Joe Maddock
- Born: 20 December 1978 (age 47) Christchurch, New Zealand
- Height: 1.78 m (5 ft 10 in)
- Weight: 85 kg (13 st 5 lb)

Rugby union career
- Position(s): Wing/Full Back; Attack Coach
- Current team: Bath Rugby

Senior career
- Years: Team / Apps / (Points)
- 2002–2004: Canterbury Crusaders / 16 / (15)
- 2004–2010: Bath Rugby / 130 / (233)
- 2010–2011: Benetton Treviso / 11 / (0)
- 2011-2013: Saracens

International career
- Years: Team / Apps / (Points)
- 2003–2004: New Zealand Maori / 8 / (40)

= Joe Maddock (rugby union) =

NZ Maori rugby union player

Joe Maddock (born 20 December 1978) is a retired rugby union winger/fullback who last played for Saracens F.C. in the Aviva Premiership. He was appointed as attack coach for Bath Rugby on 1 March 2022.

During his professional career he has represented the Super 14 side Canterbury Crusaders between 2002 and 2004, when the side won the Super 12 title after an unbeaten season. He also represented the New Zealand Maori on their tour of England in 2003.

==Biography==
Maddock was born in Christchurch, New Zealand and represented Prebbleton Rugby Club in his younger years.

===Career===
He made his professional debut for Canterbury Province in 2001, scoring two tries against Buller in a Ranfurly Shield match. In two years with Canterbury Maddock ran in 27 tries in 30 appearances. Maddock marked his Crusaders debut in 2002 with a try against Highlanders Rugby. He scored a further two tries in his freshman season for the Crusaders as they won the Super 12 title undefeated. Maddock failed to score in his second season with the Crusaders, and departed the side with 16 appearances and 3 tries. In 2003, Maddock was selected for the New Zealand Maori squad for their England tour in 2003. Regaining his scoring touch, he ran in 8 tries in 8 games for the Maori.

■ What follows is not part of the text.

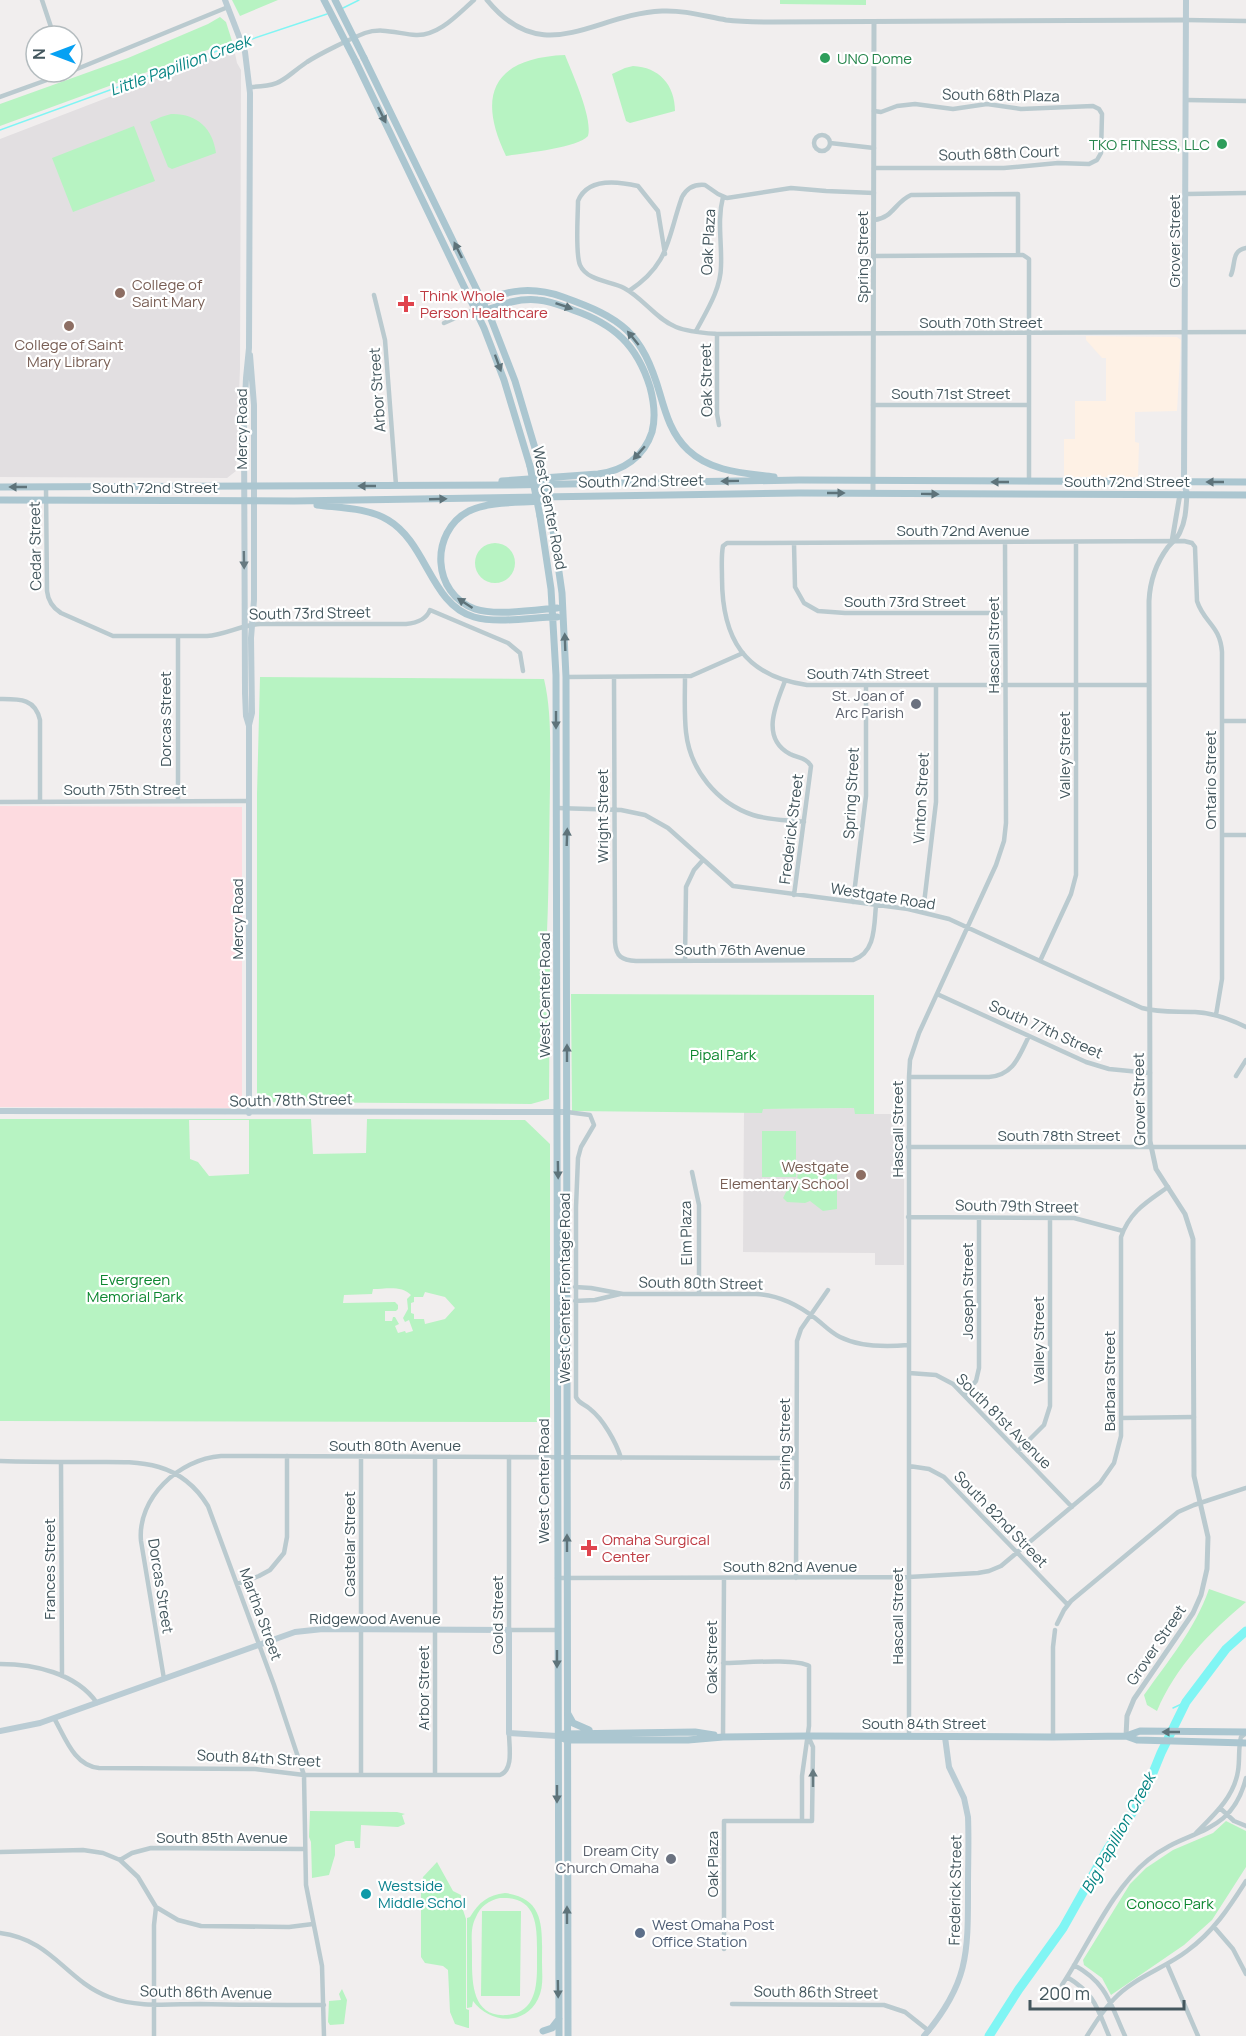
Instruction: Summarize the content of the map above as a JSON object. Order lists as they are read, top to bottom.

Maddock joined Bath Rugby from Canterbury in the summer of 2004. In his first season at the Recreation Ground he made 14 appearances (9 starts) and scored 2 tries. The 2005/06 season saw Maddock scoop the Ted Arnold Award for being the club's top try scorer, securing 5 touchdowns in 19 games in all competitions. He finished the 2006/07 season with 8 tries in 30 competitive games, making him the club's joint top scorer for the season. His performances gave him the 'Best Back' title at the end-of-season Awards Dinner.

In the 2007/08 season, Maddock proved his reliability once again, being on hand to run in 6 tries in 18 appearances, including 2 during Bath's road to victory in the European Challenge Cup.

2008/09 ended with Maddock as the leading try scorer in the Guinness premiership with 11 tries.

In May 2010, Maddock announced that he would be leaving Bath at the end of the 2009/10 season. He signed for Benetton Treviso in Italy.

In June 2011, Maddock signed for English club Saracens.

Maddock returned to New Zealand to coach Canterbury/Crusaders and served as Head Coach of Canterbury in the Mitre 10 domestic competition. He then took up a role as a member of the coaching team at Toshiba Brave Lupus in Japan.

On 1 March 2022, Bath Rugby announced Maddock's recruitment as an attack coach.

Maddock is also a basketball player and has represented Canterbury. In his spare time while at Bath Rugby he enjoyed playing basketball at the Bath Spa University along with teammates Jonny Fa'amatuainu and Eliota Fuimaono-Sapolu.